This transformation required substantial infrastructure investment. The conflict exposed critical vulnerabilities: rail gauge incompatibility between Polish (1435mm) and Ukrainian (1520mm) systems, border-crossing bottlenecks at Medyka and Dorohusk and capacity constraints throughout the logistics chain.

With support from the United States, NATO, and the European Union, Warsaw invested heavily in infrastructure upgrades – expanding rail capacity, streamlining customs procedures, and developing the physical infrastructure necessary to sustain high-volume military transport. The political economy proved favorable. Polish public opinion views Russia as an existential threat, and local communities and businesses eagerly participated in defense spending programs worth billions.
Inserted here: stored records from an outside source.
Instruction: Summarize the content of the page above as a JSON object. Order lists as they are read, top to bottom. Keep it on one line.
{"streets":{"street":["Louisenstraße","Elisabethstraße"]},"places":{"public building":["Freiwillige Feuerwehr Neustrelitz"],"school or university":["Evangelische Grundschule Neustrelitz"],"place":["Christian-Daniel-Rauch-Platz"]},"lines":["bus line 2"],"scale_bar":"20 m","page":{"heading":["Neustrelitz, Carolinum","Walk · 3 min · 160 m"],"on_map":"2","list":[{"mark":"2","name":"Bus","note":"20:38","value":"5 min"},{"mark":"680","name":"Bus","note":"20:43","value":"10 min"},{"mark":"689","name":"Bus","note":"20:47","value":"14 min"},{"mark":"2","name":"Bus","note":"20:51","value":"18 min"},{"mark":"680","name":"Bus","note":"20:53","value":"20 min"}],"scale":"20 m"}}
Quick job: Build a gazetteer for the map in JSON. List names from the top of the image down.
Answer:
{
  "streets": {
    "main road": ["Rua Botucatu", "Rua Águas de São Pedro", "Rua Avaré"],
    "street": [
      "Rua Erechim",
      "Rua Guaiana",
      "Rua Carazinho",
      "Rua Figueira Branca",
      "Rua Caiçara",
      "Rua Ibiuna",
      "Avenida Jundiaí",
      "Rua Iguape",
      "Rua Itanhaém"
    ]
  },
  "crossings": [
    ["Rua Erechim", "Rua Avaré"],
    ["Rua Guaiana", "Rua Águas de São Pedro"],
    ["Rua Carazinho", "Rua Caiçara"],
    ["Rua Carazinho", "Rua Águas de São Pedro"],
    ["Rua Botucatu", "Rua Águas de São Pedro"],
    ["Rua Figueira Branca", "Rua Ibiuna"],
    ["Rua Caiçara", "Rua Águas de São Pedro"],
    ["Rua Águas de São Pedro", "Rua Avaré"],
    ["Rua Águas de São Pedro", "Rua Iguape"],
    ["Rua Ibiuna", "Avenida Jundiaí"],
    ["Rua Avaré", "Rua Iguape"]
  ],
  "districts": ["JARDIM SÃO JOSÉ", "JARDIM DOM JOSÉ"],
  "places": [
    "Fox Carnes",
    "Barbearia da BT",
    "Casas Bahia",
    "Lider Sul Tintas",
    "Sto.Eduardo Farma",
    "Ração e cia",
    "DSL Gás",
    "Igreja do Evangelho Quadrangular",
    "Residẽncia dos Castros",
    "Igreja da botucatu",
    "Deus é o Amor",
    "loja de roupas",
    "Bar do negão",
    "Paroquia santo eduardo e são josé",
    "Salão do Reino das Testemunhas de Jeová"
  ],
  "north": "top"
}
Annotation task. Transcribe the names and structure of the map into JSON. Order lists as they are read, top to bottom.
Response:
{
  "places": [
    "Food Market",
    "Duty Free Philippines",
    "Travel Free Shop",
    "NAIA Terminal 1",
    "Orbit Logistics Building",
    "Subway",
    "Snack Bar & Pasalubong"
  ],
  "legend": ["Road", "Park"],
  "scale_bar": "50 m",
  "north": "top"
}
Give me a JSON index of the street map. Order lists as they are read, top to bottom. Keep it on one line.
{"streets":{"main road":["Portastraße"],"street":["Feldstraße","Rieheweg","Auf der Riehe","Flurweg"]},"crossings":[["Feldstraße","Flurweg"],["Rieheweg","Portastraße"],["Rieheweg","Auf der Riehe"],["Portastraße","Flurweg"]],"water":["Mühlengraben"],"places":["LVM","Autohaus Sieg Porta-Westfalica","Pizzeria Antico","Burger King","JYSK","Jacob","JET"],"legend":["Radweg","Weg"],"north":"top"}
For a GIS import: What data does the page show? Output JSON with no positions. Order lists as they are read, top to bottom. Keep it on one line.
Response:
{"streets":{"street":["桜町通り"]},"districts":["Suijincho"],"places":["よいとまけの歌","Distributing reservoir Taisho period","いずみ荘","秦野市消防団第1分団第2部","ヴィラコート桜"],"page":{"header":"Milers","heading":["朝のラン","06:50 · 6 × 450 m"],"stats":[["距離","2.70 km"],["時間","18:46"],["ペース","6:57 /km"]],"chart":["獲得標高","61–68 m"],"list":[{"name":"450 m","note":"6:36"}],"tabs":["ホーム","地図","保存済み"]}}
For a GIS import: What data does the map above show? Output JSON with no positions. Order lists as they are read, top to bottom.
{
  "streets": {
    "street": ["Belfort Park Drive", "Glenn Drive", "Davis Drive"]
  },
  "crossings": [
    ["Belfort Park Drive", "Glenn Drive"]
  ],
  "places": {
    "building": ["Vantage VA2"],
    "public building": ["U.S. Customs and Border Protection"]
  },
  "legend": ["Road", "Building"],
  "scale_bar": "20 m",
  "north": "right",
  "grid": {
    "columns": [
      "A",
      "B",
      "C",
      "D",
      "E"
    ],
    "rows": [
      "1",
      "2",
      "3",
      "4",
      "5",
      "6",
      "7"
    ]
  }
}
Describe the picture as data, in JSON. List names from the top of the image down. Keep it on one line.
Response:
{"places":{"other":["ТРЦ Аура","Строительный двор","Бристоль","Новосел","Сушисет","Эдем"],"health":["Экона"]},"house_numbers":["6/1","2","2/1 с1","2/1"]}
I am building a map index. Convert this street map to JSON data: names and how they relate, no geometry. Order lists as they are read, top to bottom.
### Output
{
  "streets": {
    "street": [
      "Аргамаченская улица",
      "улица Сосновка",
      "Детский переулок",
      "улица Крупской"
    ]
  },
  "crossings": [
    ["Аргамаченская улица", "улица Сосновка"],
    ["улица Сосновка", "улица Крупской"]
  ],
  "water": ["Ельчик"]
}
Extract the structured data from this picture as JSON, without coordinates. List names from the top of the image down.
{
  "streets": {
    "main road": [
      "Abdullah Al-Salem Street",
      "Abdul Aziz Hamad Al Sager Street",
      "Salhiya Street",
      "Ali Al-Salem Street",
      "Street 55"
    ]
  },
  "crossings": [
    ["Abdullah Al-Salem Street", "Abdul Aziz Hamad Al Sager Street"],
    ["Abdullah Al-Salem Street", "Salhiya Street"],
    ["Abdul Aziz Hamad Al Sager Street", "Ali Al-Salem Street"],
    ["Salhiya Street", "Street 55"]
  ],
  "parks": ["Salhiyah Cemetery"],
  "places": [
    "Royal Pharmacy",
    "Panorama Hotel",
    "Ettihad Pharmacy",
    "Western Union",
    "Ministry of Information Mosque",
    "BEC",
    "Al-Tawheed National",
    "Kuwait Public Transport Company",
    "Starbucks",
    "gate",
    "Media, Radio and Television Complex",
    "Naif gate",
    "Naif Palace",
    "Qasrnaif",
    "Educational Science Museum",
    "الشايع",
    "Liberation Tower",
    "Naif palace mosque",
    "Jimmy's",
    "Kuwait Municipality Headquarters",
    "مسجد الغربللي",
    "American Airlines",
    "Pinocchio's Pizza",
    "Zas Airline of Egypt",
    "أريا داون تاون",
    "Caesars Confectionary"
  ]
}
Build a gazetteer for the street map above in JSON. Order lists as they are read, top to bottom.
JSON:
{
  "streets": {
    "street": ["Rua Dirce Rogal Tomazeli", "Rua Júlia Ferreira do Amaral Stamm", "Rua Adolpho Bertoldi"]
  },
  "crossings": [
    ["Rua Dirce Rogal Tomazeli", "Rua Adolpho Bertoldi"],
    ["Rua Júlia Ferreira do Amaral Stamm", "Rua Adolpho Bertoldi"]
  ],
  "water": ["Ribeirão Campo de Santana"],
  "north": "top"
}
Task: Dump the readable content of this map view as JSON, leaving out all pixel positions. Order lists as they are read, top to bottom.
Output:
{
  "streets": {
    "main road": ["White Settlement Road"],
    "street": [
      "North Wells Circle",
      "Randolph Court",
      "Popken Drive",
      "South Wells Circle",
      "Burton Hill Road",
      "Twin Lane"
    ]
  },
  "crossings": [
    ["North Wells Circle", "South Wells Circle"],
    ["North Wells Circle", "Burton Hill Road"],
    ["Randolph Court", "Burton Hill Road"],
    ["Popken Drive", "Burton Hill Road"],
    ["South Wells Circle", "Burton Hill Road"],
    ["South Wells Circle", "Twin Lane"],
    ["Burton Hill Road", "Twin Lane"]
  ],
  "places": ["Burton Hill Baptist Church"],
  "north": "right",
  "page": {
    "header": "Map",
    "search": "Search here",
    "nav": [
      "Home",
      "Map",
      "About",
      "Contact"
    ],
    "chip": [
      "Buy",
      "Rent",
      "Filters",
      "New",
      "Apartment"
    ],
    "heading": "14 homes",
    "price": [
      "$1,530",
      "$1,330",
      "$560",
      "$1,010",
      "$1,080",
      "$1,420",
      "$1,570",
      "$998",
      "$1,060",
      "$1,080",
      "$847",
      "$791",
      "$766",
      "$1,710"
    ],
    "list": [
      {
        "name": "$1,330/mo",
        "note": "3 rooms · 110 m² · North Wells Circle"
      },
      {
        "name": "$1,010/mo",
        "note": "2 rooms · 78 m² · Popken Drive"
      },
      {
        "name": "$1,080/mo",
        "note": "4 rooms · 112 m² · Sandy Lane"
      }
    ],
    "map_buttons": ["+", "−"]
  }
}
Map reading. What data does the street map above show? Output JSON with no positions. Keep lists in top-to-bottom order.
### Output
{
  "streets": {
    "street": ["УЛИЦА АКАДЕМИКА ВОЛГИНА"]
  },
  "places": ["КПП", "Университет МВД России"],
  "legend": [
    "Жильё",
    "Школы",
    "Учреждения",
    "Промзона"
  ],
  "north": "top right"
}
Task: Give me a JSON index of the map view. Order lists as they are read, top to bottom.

Japan faces fundamentally different challenges in attempting to replicate Poland’s role for Taiwan. Taiwan is an island separated from Japan by over 100 kilometers of water at the nearest point. Unlike Poland’s land border with Ukraine, any logistics operation would depend entirely on maritime and air transport – both highly vulnerable to interdiction.

Japanese Prime Minister Sanae Takaichi’s Nov. 7, 2025, statement that a Taiwan contingency would constitute an “existential crisis” (生存危機, seizon kiki) for Japan signals recognition of these stakes.

Beijing’s response – including tourism restrictions, student exchange suspensions, and rejection of trilateral summit proposals – demonstrates how even declaratory statements regarding Taiwan provoke Chinese retaliation. Chinese Foreign Minister Wang Yi’s January 2026 criticism of “certain political forces in Japan” for “reversing history” during parliamentary discussions of Taiwan contingencies illustrates Beijing’s strategy of reframing security debates as historical grievances to fragment democratic alignment.

To function as an effective logistics hub, Japan would need to dramatically expand port facilities, airports and storage across not just the Nansei Islands closest to Taiwan, but throughout the country. Before distributing aid, Japan must receive and store deliveries from Australia, Europe and the United States. This requires massive infrastructure investment in an already congested system.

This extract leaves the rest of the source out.